The mild 2010-11 winter had oyster growers “all waiting for the shoe to drop,” Hudson says, expecting more parasites and pests surviving the winter. But growers reported normal spring and summer conditions, she says.
Virginia oyster plantings declined 14 percent during 2011, but institute researchers say that simply reflects the shift away from single-shell planting to using the spat-on-shell method. Those plantings could be up 10 percent this year according to information growers provided to the institute.
The Northeast industry was rattled in July when the U.S. Food and Drug Administration issued a warning against oysters from New York’s Oyster Bay Harbor on Long Island’s north shore, after an outbreak of the Vibrio parahaemolyticus bacteria.
The oysters were linked to cases of gastrointestinal illness in several states, FDA officials say.
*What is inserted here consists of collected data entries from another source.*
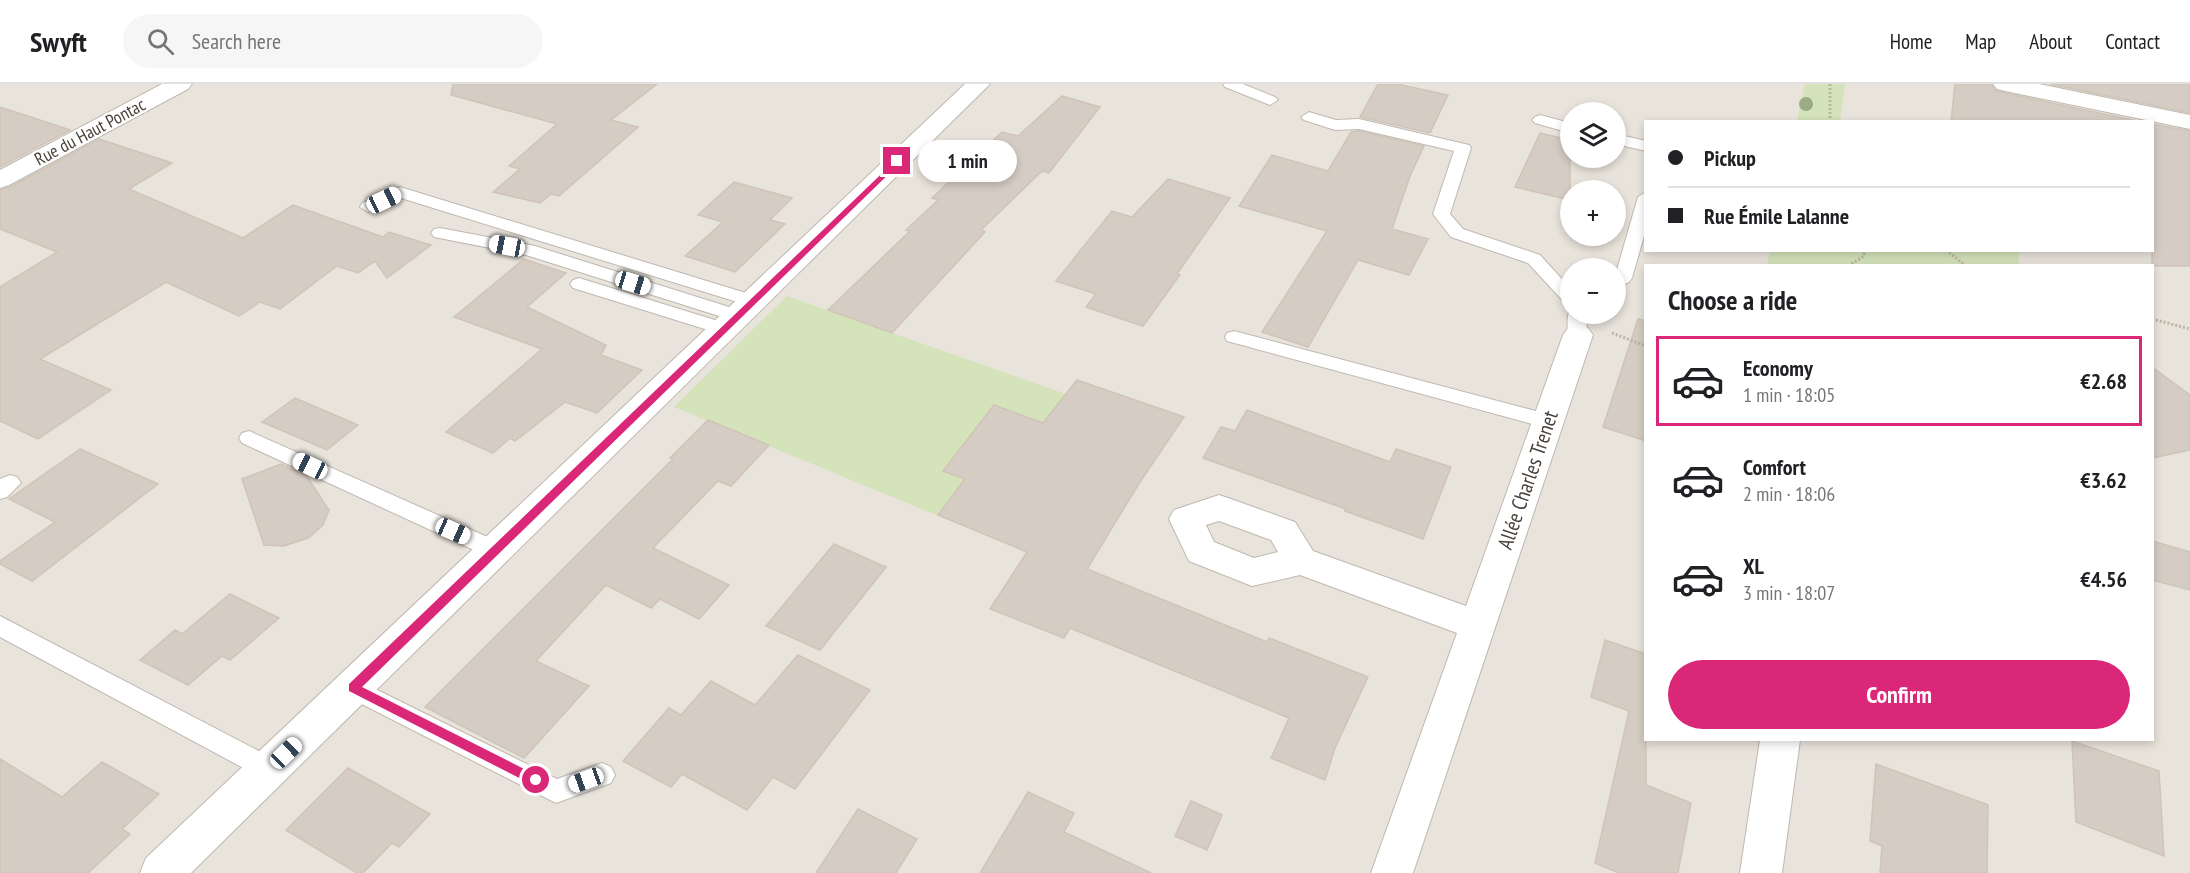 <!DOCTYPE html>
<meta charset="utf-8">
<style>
:root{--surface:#fff;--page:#f6f6f6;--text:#202124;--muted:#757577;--line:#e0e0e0;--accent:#db2777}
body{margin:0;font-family:"PT Sans Narrow",sans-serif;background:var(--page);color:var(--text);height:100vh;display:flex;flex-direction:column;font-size:22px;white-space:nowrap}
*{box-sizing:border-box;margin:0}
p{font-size:20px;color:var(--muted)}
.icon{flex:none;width:33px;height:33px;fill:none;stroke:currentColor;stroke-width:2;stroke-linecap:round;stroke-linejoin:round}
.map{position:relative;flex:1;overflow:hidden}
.panel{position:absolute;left:1644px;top:180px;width:510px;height:477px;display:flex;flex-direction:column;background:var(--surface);border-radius:0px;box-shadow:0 3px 9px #0003}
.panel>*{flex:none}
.top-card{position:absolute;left:1644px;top:36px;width:510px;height:132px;border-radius:0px;box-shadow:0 3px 9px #0003;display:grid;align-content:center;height:132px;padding:0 24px;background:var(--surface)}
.fabs{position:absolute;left:1560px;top:18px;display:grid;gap:12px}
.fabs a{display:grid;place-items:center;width:66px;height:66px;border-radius:50%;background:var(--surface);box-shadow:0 3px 9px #0003;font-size:30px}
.end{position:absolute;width:27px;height:27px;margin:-14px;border:8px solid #db2777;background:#fff;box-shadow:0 0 0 3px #fff}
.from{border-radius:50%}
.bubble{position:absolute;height:42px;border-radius:21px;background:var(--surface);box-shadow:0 3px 9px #0003;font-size:20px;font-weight:700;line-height:42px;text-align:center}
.car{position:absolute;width:18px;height:36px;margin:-18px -9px;border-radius:8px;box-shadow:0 0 4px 2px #0007;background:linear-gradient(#fff 24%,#345 0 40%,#fff 0 76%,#345 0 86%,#fff 0)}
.top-card b{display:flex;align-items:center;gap:21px;height:57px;font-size:22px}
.top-card b+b{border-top:2px solid var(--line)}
.top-card i{width:15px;height:15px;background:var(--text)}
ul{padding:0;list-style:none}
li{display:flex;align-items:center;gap:18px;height:90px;margin:0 12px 9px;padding:0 12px;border:3px solid transparent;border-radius:0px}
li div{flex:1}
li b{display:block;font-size:22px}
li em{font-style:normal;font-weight:700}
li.selected{border-color:var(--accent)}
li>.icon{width:54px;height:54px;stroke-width:1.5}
h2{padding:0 24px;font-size:27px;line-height:72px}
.cta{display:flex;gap:12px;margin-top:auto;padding:12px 24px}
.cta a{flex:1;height:69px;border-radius:36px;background:var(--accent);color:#fff;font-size:24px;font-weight:700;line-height:69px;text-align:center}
header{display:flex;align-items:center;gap:36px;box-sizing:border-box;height:84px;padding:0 30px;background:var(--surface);border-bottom:2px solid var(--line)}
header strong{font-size:28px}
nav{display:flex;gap:33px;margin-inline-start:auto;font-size:21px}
.search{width:420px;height:54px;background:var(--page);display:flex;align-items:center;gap:15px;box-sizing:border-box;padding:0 21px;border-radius:33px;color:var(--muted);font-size:22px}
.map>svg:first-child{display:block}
.residential{fill:#e8e3db;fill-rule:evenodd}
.green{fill:#d4e3ba}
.building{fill:#d5ccc3;stroke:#cfc4b7;stroke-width:1.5}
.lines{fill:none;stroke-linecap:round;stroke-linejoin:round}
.service-casing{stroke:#bfb8b0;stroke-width:2}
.minor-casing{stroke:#bfb8b0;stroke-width:2}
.path{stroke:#bfb3a2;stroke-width:3;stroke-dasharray:2 2;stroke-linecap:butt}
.service{fill:#fff;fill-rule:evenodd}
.minor{fill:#fff;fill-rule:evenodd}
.tree{fill:#9aac86}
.route{fill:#db2777}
.labels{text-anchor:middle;stroke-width:4.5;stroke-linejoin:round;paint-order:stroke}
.far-street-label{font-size:18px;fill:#48423a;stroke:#fff}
.street-label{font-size:21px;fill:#48423a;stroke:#fff}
</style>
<header>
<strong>Swyft</strong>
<div class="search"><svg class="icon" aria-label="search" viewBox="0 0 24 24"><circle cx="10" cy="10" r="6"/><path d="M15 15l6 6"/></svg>Search here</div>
<nav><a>Home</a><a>Map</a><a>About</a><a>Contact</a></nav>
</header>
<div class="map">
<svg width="2190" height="789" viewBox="0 0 2190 789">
<rect width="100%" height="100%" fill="#f4f1ec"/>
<path class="residential" d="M0,0H2190V789H0ZM1570,28H1616V74H1570ZM1646,38H2152V166H1646ZM1570,106H1616V152H1570ZM1646,182H2152V656H1646ZM1570,184H1616V230H1570Z"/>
<g class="green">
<path d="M1805,0H1845L1840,37H1797Z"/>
<path d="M1770,167H2019V181H1767Z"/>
<path d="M787,212L1094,320L1002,458L674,323Z"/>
</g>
<g class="building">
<path d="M453,0H657L611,36L638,43L559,112L551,110L540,119L493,108L520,85L509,82L557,40L451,11Z"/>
<path d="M1378,0H1397L1448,11L1430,49L1360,33Z"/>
<path d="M1955,0H1991L1995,6L2005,9L2142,38H1951Z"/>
<path d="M2050,0H2190V29Z"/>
<path d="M1062,12L1100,23L1049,89L1042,87L981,146L985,148L892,249L828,226L910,147L906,146L938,116L932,114L1002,48L1018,52Z"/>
<path d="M0,23L70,46L0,83Z"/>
<path d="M2152,40L2190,47V182H2152Z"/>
<path d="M1359,47L1424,62L1410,92L1392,145L1428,155L1409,191L1358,176L1308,263L1262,248L1327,147L1239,122L1272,71L1328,87L1351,48Z"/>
<path d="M1540,49L1570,56V116L1515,103Z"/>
<path d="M99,55L172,79L129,105L243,154L293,121L383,153L389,148L431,161L387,194L375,177L358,189L337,182L280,225L260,218L239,232L166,198L40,275L111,306L38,355L0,337V203L57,168L0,145V106L10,103Z"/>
<path d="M1168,95L1230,114L1177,190L1180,191L1143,242L1086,223L1096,210L1056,197L1112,127L1132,133Z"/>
<path d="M734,98L792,114L770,136L785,140L735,188L685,172L723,138L698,131Z"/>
<path d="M524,175L566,189L527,223L606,261L601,271L642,286L597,329L565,318L515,357L510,354L493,369L446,348L542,265L454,233Z"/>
<path d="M1638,235L1646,237V357L1603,343Z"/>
<path d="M2152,283L2190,311V366L2152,374Z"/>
<path d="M1077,296L1184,333L1140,398L1087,485L1267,558L1269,554L1368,593L1335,664L1325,696L1271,674L1289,634L1070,544L1064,554L990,525L1027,468L938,431L965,395L943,387L994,321L1043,339Z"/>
<path d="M295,314L358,341L327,366L262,338Z"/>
<path d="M1247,326L1390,378L1396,365L1451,383L1423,455L1345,427L1346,425L1203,374L1221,343L1235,347Z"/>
<path d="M708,336L769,361L731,402L718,397L653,464L729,501L699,535L660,515L651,524L606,501L536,577L589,602L524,674L425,623L673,375L670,374Z"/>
<path d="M80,365L158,400L32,497L0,480V477L55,438L9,415Z"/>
<path d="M281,380L306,391L329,426L323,441L308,454L284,462L264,461L242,395Z"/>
<path d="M2152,457L2190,468V506L2152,496Z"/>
<path d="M834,460L886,483L820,566L766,542Z"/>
<path d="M230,510L279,534L230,576L222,572L188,601L140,576L175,546L182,550Z"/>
<path d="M1605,556L1646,570V701L1691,719L1678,789H1619L1595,779L1629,627L1591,613Z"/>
<path d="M798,571L870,606L795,705L773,693L747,726L682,690L671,703L623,677L669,624L681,631L711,597L755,621Z"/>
<path d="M2072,657L2159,687L2164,772L2076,738Z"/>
<path d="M0,675L62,713L102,678L159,710L122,745L130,750L88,789H0Z"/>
<path d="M1876,680L1988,721L1987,789H1880L1882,762L1870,757Z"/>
<path d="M348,684L430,730L399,763L392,759L363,789H357L286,746Z"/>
<path d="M1028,708L1074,729L1064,748L1151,789H980Z"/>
<path d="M1191,717L1222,731L1207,766L1175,752Z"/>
<path d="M858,725L917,755L896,789H816Z"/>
</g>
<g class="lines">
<g class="service-casing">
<g id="service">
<path d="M1223,0H1243L1275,13L1278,16L1270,21L1225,3Z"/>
<path d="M1309,28L1336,36L1359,35L1469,61L1471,64L1450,130L1463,145L1540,171L1570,204V220L1564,218L1528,179L1451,153L1433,130L1454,67L1359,45L1335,46L1304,36L1301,33Z"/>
<path d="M1540,31L1570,39V49L1535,39L1532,36L1535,33Z"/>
<path d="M1616,50L1646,57V67L1616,60Z"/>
<path d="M400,103L759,213L762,217L759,221H747L401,114L368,128L360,123L362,119Z"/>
<path d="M1646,108V145L1632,194L1629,198L1616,204V189L1638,113Z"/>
<path d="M440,144L535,162L745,228L747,232L745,236L738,238L526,171L434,153L431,149L434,145Z"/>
<path d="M579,194L731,241L733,245L731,249L724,251L573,204L570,200L573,196Z"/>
<path d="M1570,226V230H1586L1587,251L1585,255L1578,257L1571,255C1567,248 1566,233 1570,226Z"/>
<path d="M1234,247L1547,330L1554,332L1557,337L1554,342L1547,344L1227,257L1225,253L1227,249Z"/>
<path d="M249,347L503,460L506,466L503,472L495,475L487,472L242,359L239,354L242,349Z"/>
<path d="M10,391L17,393L21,399L7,413L0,415V395Z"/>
<path d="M0,532L278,677L282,685L278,693L269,697L260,693L0,553Z"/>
<path d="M353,594L557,695L602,679L611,683L615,691L611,699L556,719L344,611L341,604L344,597Z"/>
</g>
</g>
<g class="minor-casing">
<g id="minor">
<path d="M162,0H192L188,5L9,101L0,104V86Z"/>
<path d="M965,0H990L191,789H140L146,774Z"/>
<path d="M1993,0H2039L2190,31V45L2005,7L1997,5Z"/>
<path d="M1578,241L1588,244L1593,251L1413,789H1371L1457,549L1300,491L1252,502L1189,477L1169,435L1174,426L1219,411L1231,415L1295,438L1313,467L1466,522L1563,251L1568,244ZM1219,437L1271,456L1278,468L1254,474L1214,458L1206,441Z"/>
<path d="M1760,656H1800L1782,789H1740Z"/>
</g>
</g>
<g class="path">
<path d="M1830,0V38"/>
<path d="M1946,166L1966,182"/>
<path d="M1848,182L1864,172L1865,166"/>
<path d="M2152,235L2190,245"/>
<path d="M1612,249L1646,262"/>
</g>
<use href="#service" class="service"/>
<use href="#minor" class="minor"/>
</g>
<circle class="tree" cx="1806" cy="20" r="7"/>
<path class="route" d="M897,75L900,79L362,603L540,693V700H531L349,607V600Z"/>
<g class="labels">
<g class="far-street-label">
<text transform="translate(90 48) rotate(-28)" y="6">Rue du Haut Pontac</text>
</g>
<g class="street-label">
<text transform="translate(1528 396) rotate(-71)" y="7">Allée Charles Trenet</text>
</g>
</g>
</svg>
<div class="fabs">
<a><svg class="icon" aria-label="layers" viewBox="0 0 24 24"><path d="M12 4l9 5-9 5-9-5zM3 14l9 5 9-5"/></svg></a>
<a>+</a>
<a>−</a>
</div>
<i class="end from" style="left:536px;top:696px"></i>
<i class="end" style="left:897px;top:77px"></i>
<div class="bubble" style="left:918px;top:56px;width:99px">1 min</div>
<i class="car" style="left:384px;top:116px;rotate:65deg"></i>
<i class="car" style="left:507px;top:162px;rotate:281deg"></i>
<i class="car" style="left:633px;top:199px;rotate:107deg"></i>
<i class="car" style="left:310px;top:382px;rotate:295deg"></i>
<i class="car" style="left:453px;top:447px;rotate:114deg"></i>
<i class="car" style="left:286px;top:669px;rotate:46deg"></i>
<i class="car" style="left:586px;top:696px;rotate:250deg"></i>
<div class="top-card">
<b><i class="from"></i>Pickup</b>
<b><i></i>Rue Émile Lalanne</b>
</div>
<section class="panel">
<h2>Choose a ride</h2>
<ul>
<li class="selected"><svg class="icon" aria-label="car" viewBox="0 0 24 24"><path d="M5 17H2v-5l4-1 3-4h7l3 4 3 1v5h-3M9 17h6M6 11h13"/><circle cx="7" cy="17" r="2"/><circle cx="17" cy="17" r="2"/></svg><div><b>Economy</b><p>1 min · 18:05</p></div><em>€2.68</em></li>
<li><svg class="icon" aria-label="car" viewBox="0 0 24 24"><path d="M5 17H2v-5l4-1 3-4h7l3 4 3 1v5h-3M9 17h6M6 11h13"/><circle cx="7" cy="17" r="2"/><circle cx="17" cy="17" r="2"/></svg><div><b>Comfort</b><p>2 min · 18:06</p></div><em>€3.62</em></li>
<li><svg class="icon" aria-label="car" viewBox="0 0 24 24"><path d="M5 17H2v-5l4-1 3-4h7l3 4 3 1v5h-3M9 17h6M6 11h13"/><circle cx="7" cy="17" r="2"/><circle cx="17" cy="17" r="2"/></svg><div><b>XL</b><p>3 min · 18:07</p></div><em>€4.56</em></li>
</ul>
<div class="cta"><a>Confirm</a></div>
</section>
</div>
Long associated with warmer southern waters, vibrio is becoming an issue in the Mid-Atlantic region as average water temperatures rise. Delaware Bay oystermen now follow protocols for keeping shellfish shaded and cool in transit on the boats, and state health officials monitor for the bacteria.
The Delaware Bay industry got its own shock with the federal criminal convictions of several watermen for violating the Lacey Act by falsifying landings records for $750,000 worth of oysters.
Brothers Tom and Todd Reeves and their company, Shellrock of Port Norris, N.J., were convicted after a weeks-long jury trial. Guilty verdicts came in, too, for Shellrock employee Renee Reeves, the wife of Todd Reeves; Heislerville, N.J., oyster captain Kenneth Bailey; and Mark Bryan, owner of Harbor House Seafood in Seaford, Del.
Bryan’s reopening of a Port Norris shucking house was a boost to the Delaware industry, which is seeing a revival from a massive shell-planting effort to reinvigorate eroded oyster beds. Federal prosecutors last year touted the oyster criminal case as the first in a drive against environmental crimes, and illegal fishing charges were brought in other cases in the South.